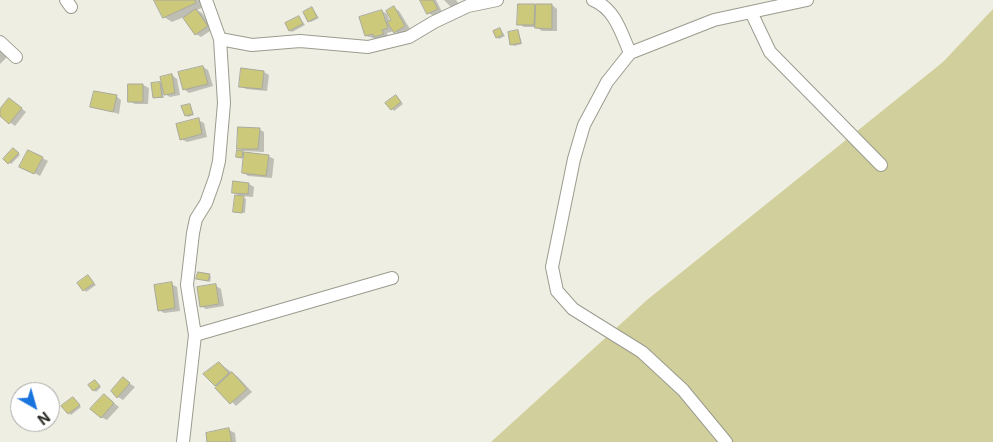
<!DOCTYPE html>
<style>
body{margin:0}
#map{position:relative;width:993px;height:442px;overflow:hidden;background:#efeee2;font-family:Inter,sans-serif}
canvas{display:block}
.north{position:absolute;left:10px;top:382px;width:50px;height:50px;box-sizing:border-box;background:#fff;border:1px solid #aaaaa8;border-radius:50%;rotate:142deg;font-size:14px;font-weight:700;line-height:20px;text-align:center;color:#2a2a25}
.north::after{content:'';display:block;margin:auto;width:18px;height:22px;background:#1a74dd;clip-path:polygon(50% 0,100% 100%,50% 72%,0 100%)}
</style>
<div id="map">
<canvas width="993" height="442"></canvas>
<div class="north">N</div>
</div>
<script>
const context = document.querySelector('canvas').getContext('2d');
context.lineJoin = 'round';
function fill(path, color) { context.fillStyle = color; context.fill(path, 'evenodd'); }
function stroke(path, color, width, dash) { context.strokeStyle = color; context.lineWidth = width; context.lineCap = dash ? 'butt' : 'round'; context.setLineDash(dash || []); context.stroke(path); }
fill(new Path2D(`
 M993,9V442H491L647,300L943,62Z`), '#d1cf9c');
fill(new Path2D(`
 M156,0H200L204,7L197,10L202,13L213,29L201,37L196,34L184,17L172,22L164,17Z
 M421,0H436L442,12L434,16L428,13Z
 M444,0H456L459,4L452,8Z
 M534,5H552L557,9V31H542L536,27H524L519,24Z
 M312,8L319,18L311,22L309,21Z
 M394,8L399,11L410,29L400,35L394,31L387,33L388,37L380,40L366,36L382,11L387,14L390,22L392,20Z
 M299,17L305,25L292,32L290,30Z
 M500,29L505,36L499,39L497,37Z
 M518,31L522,44L514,46L511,44Z
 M0,50L7,57L0,64Z
 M203,67L208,70L213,86L189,93L184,89Z
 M264,72L269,75L267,91L246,89L241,86Z
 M172,75L177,79L180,95L170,97L163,93L164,98H154L160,83L163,85Z
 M130,85H143L149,88L148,104H135L129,101Z
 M116,96L121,100L119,114L92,106Z
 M398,98L403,104L394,111L392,109Z
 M15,103L26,112L15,126L0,115V111Z
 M189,105L194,115L188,117L186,115Z
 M198,120L204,123L207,137L187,142L181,139Z
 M259,129L264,132V152L243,151L238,148Z
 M16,151L20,155L11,164L5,159Z
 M29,151L48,161L40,176L21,166Z
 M241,153L268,156L274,159L272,178L248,176L243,172L244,158L238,157Z
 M249,184L254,187L253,197L241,196L246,199L245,213L237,212L241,197L233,192Z
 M209,275L211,277L210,282L198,278Z
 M88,276L96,285L86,292L79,283Z
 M171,284L177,287L180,311L164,313L159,310Z
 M216,286L221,289L224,306L206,309L201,306Z
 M219,363L238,377L252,392L236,406L205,374Z
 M123,379L135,387L123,400L118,397Z
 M97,383L101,387L96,392L94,390Z
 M105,396L119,407L107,420L101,417Z
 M75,400L81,407L71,415L63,406Z
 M229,430L235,433L236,442H209Z`), '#0003');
const building = new Path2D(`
 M154,0H195L196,3L163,18Z
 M420,0H433L438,9L427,14Z
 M518,4H535L534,25H517Z
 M536,4H552V29L535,28Z
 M394,6L405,26L394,33L387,22L391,20L386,11Z
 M312,7L317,17L308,22L303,12Z
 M196,9L208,26L195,35L183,18Z
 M382,10L388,28L382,30L384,34L374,37L373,34L365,36L359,17Z
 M299,16L303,24L289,31L285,23Z
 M500,28L503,35L496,38L493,31Z
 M518,30L521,43L510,45L508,32Z
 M203,66L208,84L183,90L178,72Z
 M241,68L264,71L262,89L239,87Z
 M172,74L175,93L164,95L160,77Z
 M160,82L162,97L153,98L151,83Z
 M128,84H143V102H128Z
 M94,91L117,95L113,112L90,107Z
 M396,95L401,102L391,110L385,103Z
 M9,98L22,108L9,124L0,116V109Z
 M190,104L193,114L185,116L181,106Z
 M199,118L202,134L180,140L176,124Z
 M238,127L260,128L258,149H237Z
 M13,148L19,153L8,164L3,159Z
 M28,150L43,157L34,174L19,167Z
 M237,150L243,151L242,158L236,157Z
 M244,152L269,155L266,176L242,173Z
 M233,181L249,183L248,194L232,193Z
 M235,195L244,196L242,213L233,212Z
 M198,272L210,274L208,281L196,279Z
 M88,275L94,283L83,291L77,283Z
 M172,282L175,308L158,311L154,285Z
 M216,284L219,304L200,307L197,287Z
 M219,362L229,373L215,386L203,374Z
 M232,372L247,389L230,404L215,388Z
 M123,377L130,383L117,398L111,391Z
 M95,380L100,386L93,391L88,385Z
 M104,394L114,403L101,418L90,409Z
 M73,397L80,405L68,414L61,406Z
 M229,428L232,442H207L206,433Z`);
fill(building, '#ccc97a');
stroke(building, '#a9a99d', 1);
const minor = new Path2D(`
 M66,0L71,7
 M593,0C615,9 621,32 630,53
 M751,12L770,52L881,165
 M220,39L252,45L300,41L368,47L409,37L434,22L468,6L497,0
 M0,42L16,57
 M195,335L392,278
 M183,442L195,335L187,285L193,233L196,219L206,203L215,178L219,161L224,103L220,39L206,0
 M726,442L683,390L642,352L573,309L557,291L552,267L574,159L584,125L607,82L630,53L714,20L807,0`);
stroke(minor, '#9b9b8f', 14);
stroke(minor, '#fff', 12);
</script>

▶ Exercise details:
Above are the records; repeat their lines from the first through the line containing "context = document.querySelector('canvas').getContext('2d');", and leave out each picture.

▶ The completed task:
<!DOCTYPE html>
<style>
body{margin:0}
#map{position:relative;width:993px;height:442px;overflow:hidden;background:#efeee2;font-family:Inter,sans-serif}
canvas{display:block}
.north{position:absolute;left:10px;top:382px;width:50px;height:50px;box-sizing:border-box;background:#fff;border:1px solid #aaaaa8;border-radius:50%;rotate:142deg;font-size:14px;font-weight:700;line-height:20px;text-align:center;color:#2a2a25}
.north::after{content:'';display:block;margin:auto;width:18px;height:22px;background:#1a74dd;clip-path:polygon(50% 0,100% 100%,50% 72%,0 100%)}
</style>
<div id="map">
<canvas width="993" height="442"></canvas>
<div class="north">N</div>
</div>
<script>
const context = document.querySelector('canvas').getContext('2d');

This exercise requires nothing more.